The season of Advent is said to be a time of wonder and waiting. Our focus of wondering and waiting is upon the coming of Christ, a second time. After all, Jesus came into the world over two thousand years ago.
What do we wonder about? What preoccupies our minds when we consider the second coming of Christ? Often we have heard it taught that people expect to experience the wrath of God. We find associations of “wrath” in Apocalyptic scripture such as the last book of the Bible: Revelation. Here the faithful are vindicated and evil is destroyed. Overall, Revelation presents a positive message of hope.
John the Baptist expected to see the wrath of God. Remember John’s words to Pharisees and Sadducees in Matthew’s gospel: “You brood of vipers, who warned you to flee from the wrath to come?”
This offers insight as to why John sent his disciples to ask Jesus if he was the Messiah or if they would have to wait for another (Matthew 11). Did Jesus not quite line up with John’s expectation? Hear Jesus’ reply to John’s disciples: “Go back and tell John what you hear and see; the blind see again, the lame walk, lepers are cleansed, and the deaf hear, and the dead are raised to life and the Good News is proclaimed to the poor; and happy are those who do not lose faith in me.”
When God incarnate (Jesus Christ) visited the world, our faith claims the Christ as fully divine, and fully human.
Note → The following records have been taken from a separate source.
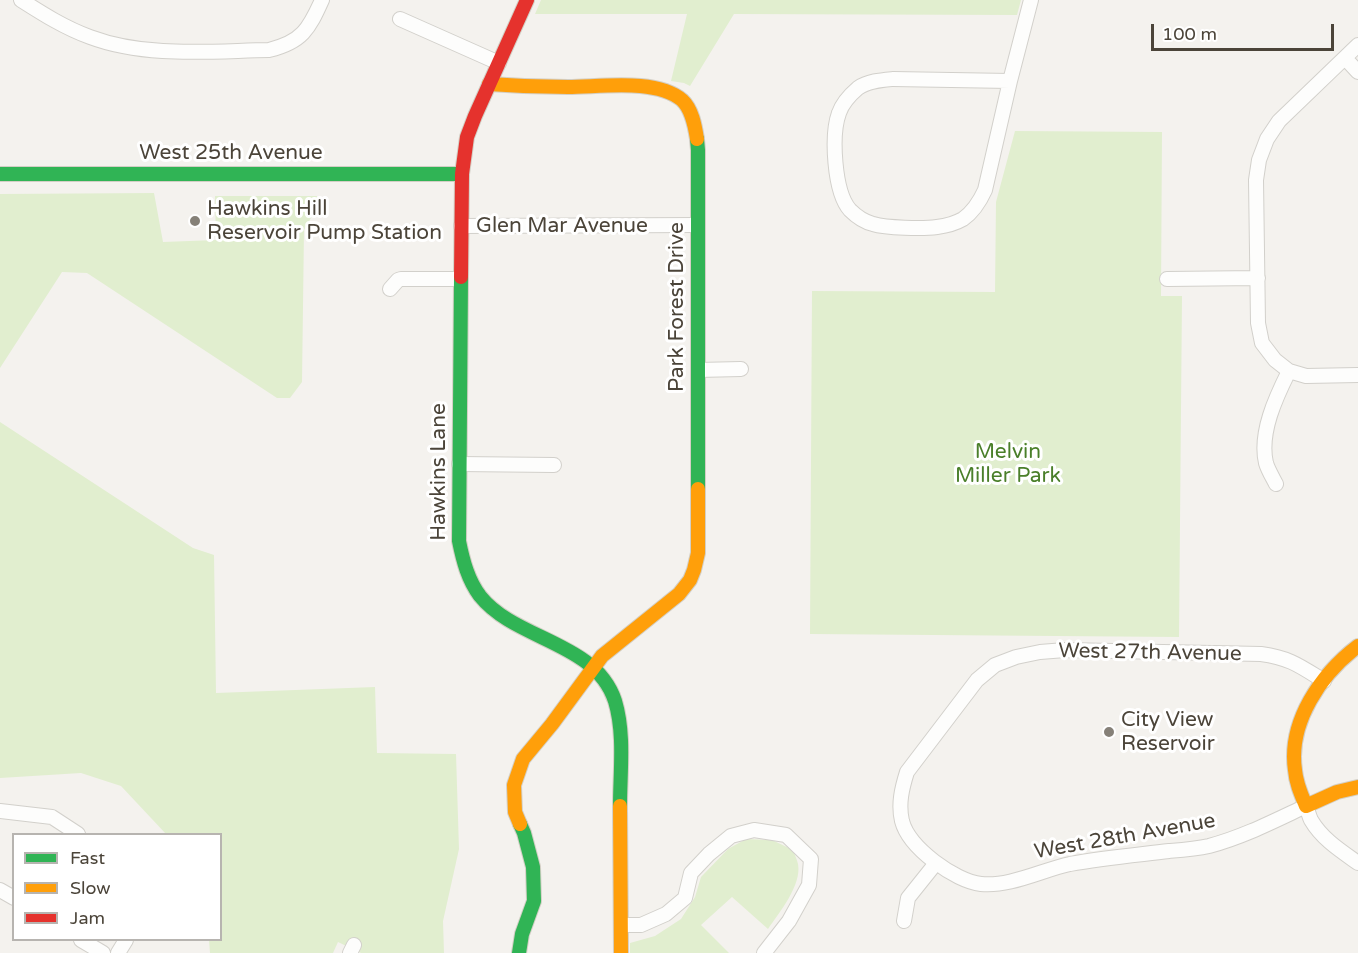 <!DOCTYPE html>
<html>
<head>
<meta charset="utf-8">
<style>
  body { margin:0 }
  #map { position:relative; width:1358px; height:953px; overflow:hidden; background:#f4f2ee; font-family:"Varela Round",sans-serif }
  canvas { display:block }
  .legend { position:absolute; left:12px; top:833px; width:210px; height:108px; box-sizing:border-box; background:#fff; border:2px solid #b7b4b0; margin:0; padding:8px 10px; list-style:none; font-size:18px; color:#4b4439 }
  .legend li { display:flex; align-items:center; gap:12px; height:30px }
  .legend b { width:30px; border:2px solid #b7b4b0 }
  .scale { position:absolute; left:1151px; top:24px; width:183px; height:27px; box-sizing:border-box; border:3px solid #4b4439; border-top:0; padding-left:8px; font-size:18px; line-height:21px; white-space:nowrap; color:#4b4439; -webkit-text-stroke:4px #fff; paint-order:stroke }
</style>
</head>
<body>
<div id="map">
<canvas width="1358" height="953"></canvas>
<ul class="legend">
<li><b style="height:8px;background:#30b455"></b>Fast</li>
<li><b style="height:8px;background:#ff9f0a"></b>Slow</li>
<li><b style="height:8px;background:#e5322d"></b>Jam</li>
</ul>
<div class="scale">100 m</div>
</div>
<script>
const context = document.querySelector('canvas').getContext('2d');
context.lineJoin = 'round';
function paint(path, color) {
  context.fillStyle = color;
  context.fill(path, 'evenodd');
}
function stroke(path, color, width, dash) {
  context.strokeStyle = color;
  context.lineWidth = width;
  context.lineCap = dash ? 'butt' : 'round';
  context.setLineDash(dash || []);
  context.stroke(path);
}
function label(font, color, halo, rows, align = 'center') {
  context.font = font + ' "Varela Round",sans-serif';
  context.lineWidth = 6;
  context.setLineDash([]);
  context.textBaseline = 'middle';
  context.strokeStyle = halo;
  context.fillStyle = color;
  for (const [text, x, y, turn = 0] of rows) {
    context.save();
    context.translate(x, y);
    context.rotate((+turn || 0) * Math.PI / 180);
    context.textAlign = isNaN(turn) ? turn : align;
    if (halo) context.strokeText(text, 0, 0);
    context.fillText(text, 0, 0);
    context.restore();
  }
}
paint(new Path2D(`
  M541,0H1021L1017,15L734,14L690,86L684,83L671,81L687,14H535Z
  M1015,131L1162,132L1161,296H1182L1179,637L810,634L812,291L995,292L996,202Z
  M154,193L163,242L216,240L215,196H317L316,209L304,230L302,382L290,398H277L87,273L62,272L0,368V194Z
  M0,422L193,548L214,555L216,693L375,687L377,753L456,754L459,849L443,921L444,953H361L338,942L333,953H210L209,940H220V834H166L121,786L81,773L0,778Z
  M746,839L772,840L793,850C795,855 797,860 798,864C802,885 779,913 768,929L732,897L701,925L729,953H630V943L655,936L681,919L695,897L701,877L728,849Z`), '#e1eecf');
const street = new Path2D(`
  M21,0C43,14 65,28 90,37C146,58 210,51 269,50C302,42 309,29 322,0
  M400,19L499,63
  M1345,58L1358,72
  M1010,81L893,79C882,80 868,81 858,88C851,94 842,104 839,113C831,135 834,192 850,210C856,216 865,222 873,224C886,228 923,229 937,227C945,226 956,223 963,219C973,212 980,201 985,190L1010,81L1031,0
  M461,226L698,225
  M1167,279L1258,278
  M390,289L398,280L401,279H461
  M698,370L741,369
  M1289,371L1275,360L1262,343L1258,323L1256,180L1259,160L1267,139L1279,121L1358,45
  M459,464L554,465
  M1276,484C1273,478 1268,470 1266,463C1259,433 1276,397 1289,371L1306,376L1358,375
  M1324,681C1300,666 1290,658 1261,654L1065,650L1040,652L1016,657L995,665L977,680L907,772C902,788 898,804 902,821C909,848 955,881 981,884C1010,887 1042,870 1070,864C1102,858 1136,855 1169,851C1182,850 1196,849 1209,846C1243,837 1274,821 1306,806C1308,811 1309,816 1311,820C1322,839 1341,851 1358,863
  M0,811L52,817L78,834
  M0,890L14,898
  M904,921L908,898L936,863
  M621,925H641L666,914L685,898L691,873L709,854L731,836L754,830L786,835L811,859L809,885L789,921L764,953
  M81,940L103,953
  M118,953L126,940
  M350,953L354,945`);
const fast = new Path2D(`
  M697,139L698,150V489
  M0,174H462
  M461,277L459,541C463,561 468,580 480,596C516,641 595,641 615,701C625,734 620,772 620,806
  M519,953L522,934L534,901L533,867L524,833L520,824`);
const slow = new Path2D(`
  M489,84C515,86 542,87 568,87C600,87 656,78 682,100C692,109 695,126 697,139
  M1358,646C1321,674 1288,722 1295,770C1296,783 1301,794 1306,806L1337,792L1358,787
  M620,806L621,953
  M520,824L515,812L514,785L523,759L552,724L602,656L679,594L690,580L694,570L698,553V489`);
const jam = new Path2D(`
  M461,277L462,174L467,137L475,116L527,0`);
stroke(street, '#d2d0cb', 16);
stroke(fast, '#d3cfc5', 16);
stroke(slow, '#d3cfc5', 16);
stroke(jam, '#d3cfc5', 16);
stroke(street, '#fdfdfc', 14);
stroke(fast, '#30b455', 14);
stroke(slow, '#ff9f0a', 14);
stroke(jam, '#e5322d', 14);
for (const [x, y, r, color] of [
  [195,221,6,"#868178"],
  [1109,732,6,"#868178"]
]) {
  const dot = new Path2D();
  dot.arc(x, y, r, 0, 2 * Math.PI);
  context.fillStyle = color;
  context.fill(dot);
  stroke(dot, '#fff', 2);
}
label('21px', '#4b4439', '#fff', [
  ["West 25th Avenue",231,153],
  ["Glen Mar Avenue",562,226],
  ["Park Forest Drive",677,307,-90],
  ["Hawkins Lane",439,472,-90],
  ["West 27th Avenue",1150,653,1],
  ["West 28th Avenue",1125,837,-10]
]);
label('21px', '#4b4439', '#fff', [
  ["Hawkins Hill",207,209],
  ["Reservoir Pump Station",207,233],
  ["City View",1121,720],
  ["Reservoir",1121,744]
], 'left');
label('21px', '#4a7f2a', '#fff', [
  ["Melvin",1008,452],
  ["Miller Park",1008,476]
]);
</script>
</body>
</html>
Jesus’ divinity is demonstrated through his birth to Mary and through miracles such as turning water into wine, feeding thousands with a pittance of bread and fish, walking on water, healing the blind, curing lepers, and on and on.
Think of the gift(s) we receive in the person of Jesus Christ. We set aside this season to prepare and then celebrate Emmanuel, God with us. Have you considered what gifts Jesus brings to us as God with us? Do you sense an emphasis on the divinity of Christ? Are we guilty of minimizing or altogether setting aside the humanity of Christ and the gifts that are offered through His humanity?
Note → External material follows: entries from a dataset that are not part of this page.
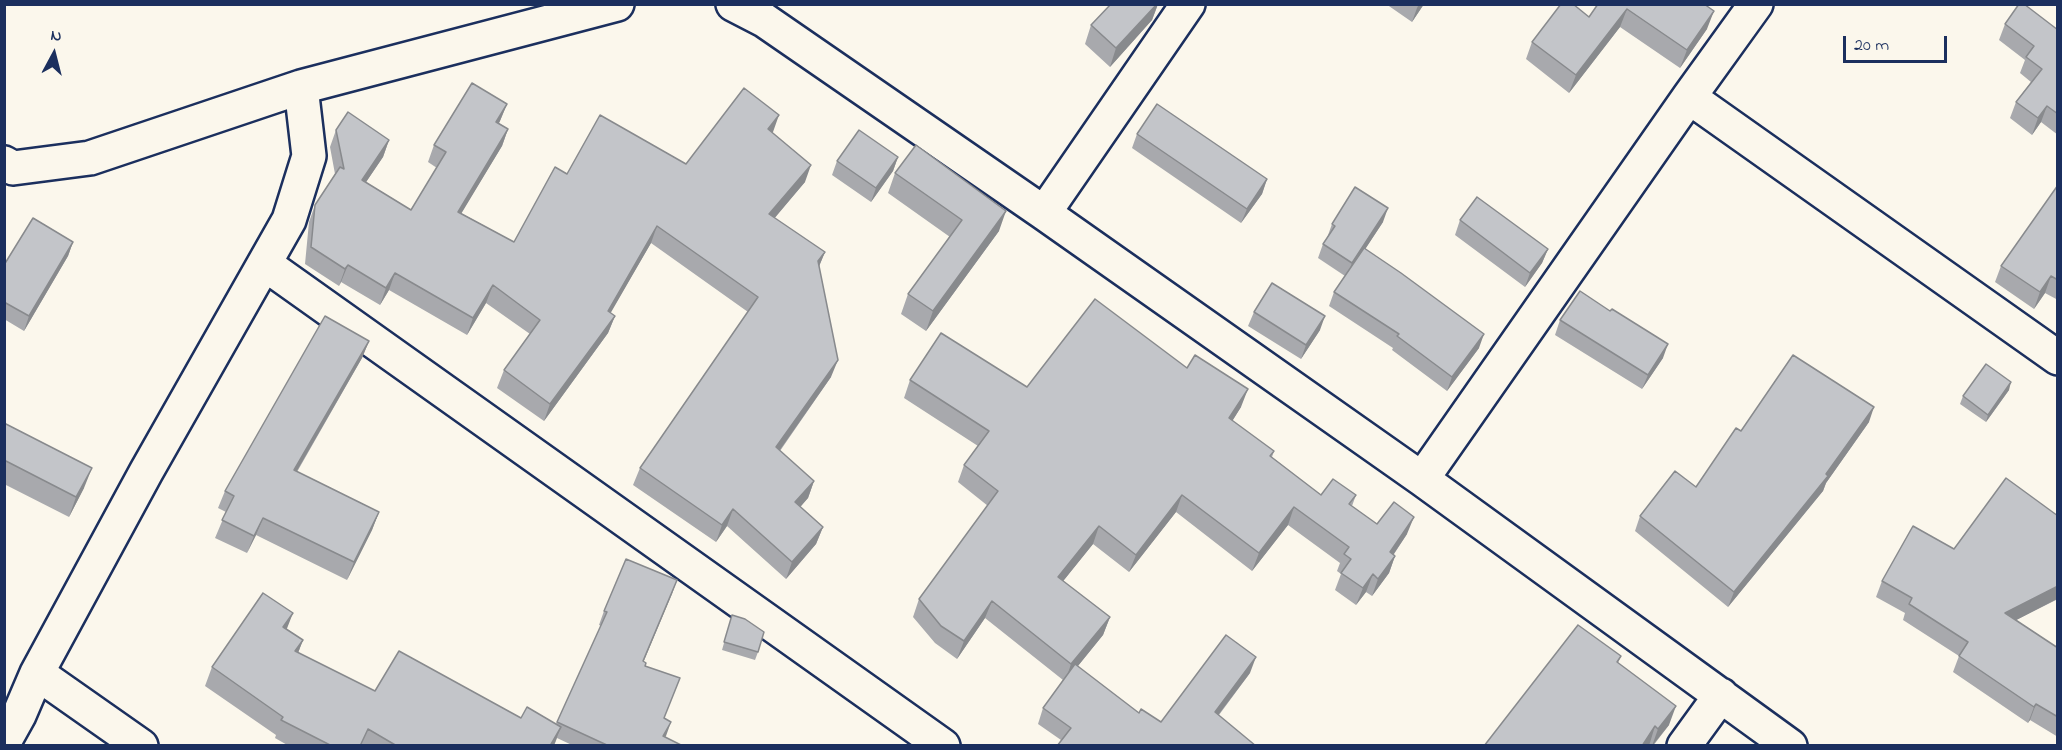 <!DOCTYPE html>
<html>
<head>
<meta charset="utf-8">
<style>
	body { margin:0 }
	#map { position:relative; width:2062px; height:750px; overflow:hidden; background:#fbf7ec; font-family:"Indie Flower",sans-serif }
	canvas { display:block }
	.frame { position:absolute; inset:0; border:6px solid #1b2f5e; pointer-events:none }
	.north { position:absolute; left:24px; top:24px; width:60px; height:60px; -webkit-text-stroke:4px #fbf7ec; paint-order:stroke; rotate:7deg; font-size:16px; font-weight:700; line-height:24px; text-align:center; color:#1b2f5e }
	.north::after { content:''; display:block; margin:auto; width:21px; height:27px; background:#1b2f5e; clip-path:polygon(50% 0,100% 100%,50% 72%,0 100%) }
	.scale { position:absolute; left:1843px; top:36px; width:104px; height:27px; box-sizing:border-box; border:3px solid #1b2f5e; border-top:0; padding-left:8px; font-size:18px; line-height:21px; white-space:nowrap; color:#1b2f5e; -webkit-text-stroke:4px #fbf7ec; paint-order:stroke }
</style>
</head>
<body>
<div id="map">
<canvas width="2062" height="750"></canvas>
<div class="frame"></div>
<div class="north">N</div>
<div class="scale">20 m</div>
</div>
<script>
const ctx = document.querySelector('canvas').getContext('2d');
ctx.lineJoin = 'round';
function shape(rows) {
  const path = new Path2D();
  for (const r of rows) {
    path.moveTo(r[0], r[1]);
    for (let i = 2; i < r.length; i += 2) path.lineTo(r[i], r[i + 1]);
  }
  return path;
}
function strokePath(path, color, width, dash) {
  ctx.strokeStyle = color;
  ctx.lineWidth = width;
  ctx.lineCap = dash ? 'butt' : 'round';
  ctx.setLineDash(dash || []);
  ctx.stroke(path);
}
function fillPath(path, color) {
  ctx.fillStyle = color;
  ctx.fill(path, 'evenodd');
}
const minor = shape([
	[733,4,764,20,1044,213,1422,479,1790,746],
	[1689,97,2058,358],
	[4,163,13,168,90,158,301,87,617,4],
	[1044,213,1188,4],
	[265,264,943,746],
	[1422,479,1689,97,1756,4],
	[37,673,141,746],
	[4,742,19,715,37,673,146,472,289,220,309,156,301,87],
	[1684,746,1721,695]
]);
const wall = shape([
	[1111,4,1158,4,1152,20,1110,67,1085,44,1091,25],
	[1386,4,1424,4,1412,22],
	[1598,4,1704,4,1707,29,1680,68,1620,27,1569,93,1526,59,1532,42,1589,17],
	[2005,24,2058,30,2058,135,2041,122,2032,135,2010,118,2016,102,2031,82,2020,73,2025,60,1999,40],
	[507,104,499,123,508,129,502,146,461,213,514,242,567,174,686,164,772,132,805,182,774,218,825,252,819,266,831,377,780,451,814,481,808,498,800,507,823,527,816,544,786,579,727,526,716,542,633,485,640,468,748,312,651,243,610,313,615,316,608,333,544,421,497,388,504,370,530,334,486,303,467,335,389,290,380,305,341,282,339,286,305,264,309,222,315,205,335,174,330,147,336,130,389,140,383,157,366,182,411,210,437,168,428,162,434,145],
	[1137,134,1267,179,1262,194,1241,223,1132,148],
	[898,157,893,171,871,202,832,175,837,161],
	[895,173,999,231,926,331,901,314,908,294,950,237,888,193],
	[2058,185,2058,300,2045,293,2034,309,1995,282,2001,266],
	[1460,220,1548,249,1542,263,1525,287,1455,235],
	[1383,222,1365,249,1479,348,1447,391,1392,350,1393,348,1329,306,1334,292,1345,276,1318,258,1323,244,1327,238,1332,224],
	[73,242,68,256,24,331,4,319,4,265],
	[1254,312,1320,330,1301,359,1248,326],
	[1560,320,1663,358,1642,389,1555,335],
	[369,341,362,358,297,472,379,512,372,530,347,580,256,535,247,553,215,538,226,512,218,508,225,491],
	[1187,368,1241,407,1232,421,1274,451,1272,457,1321,495,1356,495,1352,506,1377,524,1407,534,1394,554,1395,556,1389,573,1372,596,1366,592,1356,605,1335,590,1341,574,1337,571,1340,563,1288,525,1252,571,1176,512,1129,572,1093,544,1063,581,1110,617,1103,635,1077,667,1139,713,1161,722,1250,673,1219,715,1061,740,1038,724,1043,708,1063,680,985,618,957,659,935,643,913,617,919,599,988,506,958,482,964,465,978,446,904,398,910,380,1027,387],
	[2009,390,1986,422,1960,404,1963,396],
	[1869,422,1826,483,1823,491,1728,607,1635,531,1640,516,1696,487,1741,431],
	[4,423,84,488,69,517,4,484],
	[2058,516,2058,599,2016,620,2058,648,2058,737,2030,720,2028,723,1953,672,1959,656,1903,620,1905,613,1876,597,1882,581,1954,549],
	[677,580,643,661,664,719,665,737,683,746,574,746,557,738,554,746,289,746,275,738,276,735,205,686,212,667,287,629,303,640,298,653,375,691,521,718,556,724,601,626,599,625,604,611],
	[732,615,758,652,755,660,722,650],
	[1621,656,1618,663,1669,725,1653,746,1484,746]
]);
const shadedWall = shape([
	[1157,4,1158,4,1152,20,1110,67,1116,48],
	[1419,4,1424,4,1412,22,1417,8],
	[1627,9,1620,27,1569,93,1576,75],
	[1714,11,1707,29,1680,68,1687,50],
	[507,104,500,121,490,139,496,122],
	[2047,106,2041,122,2032,135,2038,118],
	[779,115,773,132,762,146,768,129],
	[508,129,502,146,452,229,458,212],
	[389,140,383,157,356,197,362,180],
	[898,157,893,171,871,202,876,188],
	[811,165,805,182,763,232,769,214],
	[1267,179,1262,194,1241,223,1247,209],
	[1388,208,1383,222,1347,277,1352,263],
	[1006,211,999,231,926,331,933,311],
	[657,226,651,243,602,328,608,311],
	[73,242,68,256,24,331,29,316],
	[1548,249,1542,263,1525,287,1530,273],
	[825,252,818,269,818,261],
	[348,265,341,282,339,286,345,269],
	[395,273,389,290,380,305,386,288],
	[2051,276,2045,293,2034,309,2040,292],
	[493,285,486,303,467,335,473,318],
	[615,316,608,333,544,421,550,404],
	[1325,316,1320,330,1301,359,1306,345],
	[1484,334,1479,348,1447,391,1452,377],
	[369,341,362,358,287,488,294,470],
	[1668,344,1663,358,1642,389,1648,375],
	[838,360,831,377,770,464,776,447],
	[2011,382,2009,390,1986,422,1988,415],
	[1248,389,1241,407,1223,436,1229,418],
	[1874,407,1869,422,1826,483,1823,491,1728,607,1734,592,1826,474],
	[92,468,84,488,69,517,76,497],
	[814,481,808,498,789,520,795,502],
	[1182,495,1176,512,1129,572,1136,555],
	[1294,507,1288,525,1252,571,1259,553],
	[733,509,727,526,716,542,722,525],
	[379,512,372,530,347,580,354,562],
	[1414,517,1407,534,1383,570,1390,552],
	[263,518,256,535,247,553,254,536],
	[1099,526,1093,544,1052,595,1058,577],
	[823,527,816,544,786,579,792,562],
	[1395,556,1389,573,1372,596,1378,579],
	[1373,574,1366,592,1356,605,1363,588],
	[677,580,672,594,638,675,643,661],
	[2058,586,2057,599,1999,629,2005,613],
	[992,601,985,618,957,659,964,641],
	[293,613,286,631,283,627],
	[1110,617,1103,635,1065,682,1071,664],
	[303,640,296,658,295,651],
	[1256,657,1250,673,1209,727,1215,712],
	[2036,704,2030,720,2028,723,2034,707],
	[1676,706,1669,725,1652,746,1658,729],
	[671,722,666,736,660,746,663,736],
	[1655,726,1649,746,1642,746],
	[561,727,554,745,550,746]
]);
const building = shape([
	[1111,4,1157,4,1116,48,1091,25,1111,4],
	[1561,4,1573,4,1589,17,1598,4,1704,4,1714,11,1687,50,1627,9,1576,75,1532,42,1561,4],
	[2019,4,2024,4,2058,30,2058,114,2047,106,2038,118,2016,102,2042,69,2026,57,2034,46,2005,24,2019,4],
	[472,83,507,104,496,122,508,129,458,212,514,242,555,167,567,174,600,115,686,164,744,88,779,115,768,129,811,165,769,214,825,252,818,261,838,360,776,447,814,481,795,502,823,527,792,562,733,509,722,525,640,468,758,297,657,226,608,311,615,316,550,404,504,370,540,320,493,285,473,318,395,273,386,288,348,265,345,269,311,247,315,205,340,167,344,169,336,130,348,112,389,140,362,180,411,210,446,152,434,145,472,83],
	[1157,104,1267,179,1247,209,1137,134,1157,104],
	[859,130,898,157,876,188,837,161,859,130],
	[916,145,1006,211,933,311,908,294,962,220,895,173,916,145],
	[2058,185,2058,280,2051,276,2040,292,2001,266,2058,185],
	[1355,187,1388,208,1352,263,1323,244,1335,226,1332,224,1355,187],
	[1477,197,1548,249,1530,273,1460,220,1477,197],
	[33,218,73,242,29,316,4,302,4,265,33,218],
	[1364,248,1401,273,1484,334,1452,377,1397,336,1399,334,1334,292,1364,248],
	[1272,283,1325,316,1306,345,1254,312,1272,283],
	[1580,291,1610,311,1612,309,1668,344,1648,375,1560,320,1580,291],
	[1095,299,1187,368,1195,355,1248,389,1229,418,1274,451,1270,456,1321,495,1333,479,1356,495,1349,504,1377,524,1394,502,1414,517,1390,552,1395,556,1378,579,1373,574,1363,588,1341,573,1351,559,1344,554,1349,547,1294,507,1259,553,1182,495,1136,555,1099,526,1058,577,1110,617,1071,664,992,601,964,641,941,626,919,599,998,491,964,465,989,431,910,380,941,333,1027,387,1095,299],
	[325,316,369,341,294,470,379,512,354,562,263,518,254,536,222,520,234,496,225,491,325,316],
	[1793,355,1874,407,1826,474,1828,476,1734,592,1640,516,1675,471,1696,487,1736,428,1741,431,1793,355],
	[1986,364,2011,382,1988,415,1963,396,1986,364],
	[4,423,92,468,76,497,4,460,4,423],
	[2006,478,2058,516,2058,586,2005,613,2058,648,2058,717,2036,704,2034,707,1959,656,1968,642,1909,604,1912,598,1882,581,1913,526,1954,549,2006,478],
	[626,559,677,580,643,661,646,663,645,666,680,678,664,718,671,722,663,736,683,746,609,746,557,722,607,612,604,611,626,559],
	[263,593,293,613,283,627,303,640,295,651,375,691,399,651,521,718,527,707,561,727,550,746,397,746,368,729,360,746,332,746,281,720,283,717,212,667,263,593],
	[732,615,745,619,764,632,758,652,724,642,732,615],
	[1578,625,1621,656,1617,662,1676,706,1658,729,1655,726,1642,746,1484,746,1578,625],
	[1226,635,1256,657,1215,712,1256,746,1057,746,1071,728,1043,708,1075,664,1139,713,1141,709,1161,722,1226,635]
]);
strokePath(minor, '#1b2f5e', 38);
strokePath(minor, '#fbf7ec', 33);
fillPath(wall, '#a8a9ad');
fillPath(shadedWall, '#888a8d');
fillPath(building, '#c3c5c9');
strokePath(building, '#888a8d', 1.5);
</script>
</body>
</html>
Jesus’ humanity, as a living breathing example, sought to teach us how to live with one another, how to love one another. Jesus made room at his table for the marginalized, the outcast, the sinner. He preached “Blessed are the poor in spirit, blessed are the meek …” In large part, God came to us through the Christ to teach us about practicing God’s vision for humanity: how we are to be; how we are to fulfill that for which we are created.
John’s expectation of wrath did not come from God with us. The only real wrath that we see in the gospel of Jesus Christ is the wrath which humanity exercised upon Him. Nadia Bolz-Weber says that her thoughts at Advent ponder upon Jesus as a Holy Thief who takes away those things that lessen our humanity like envy, fear, anxiety, and misplaced anger. As we wonder and wait this Advent let us pray that Jesus takes away any envy, fear, anxiety, misplaced anger, and wrath that imprisons us and lessens our humanity, so that we might be set free to know peace on earth and good will toward all.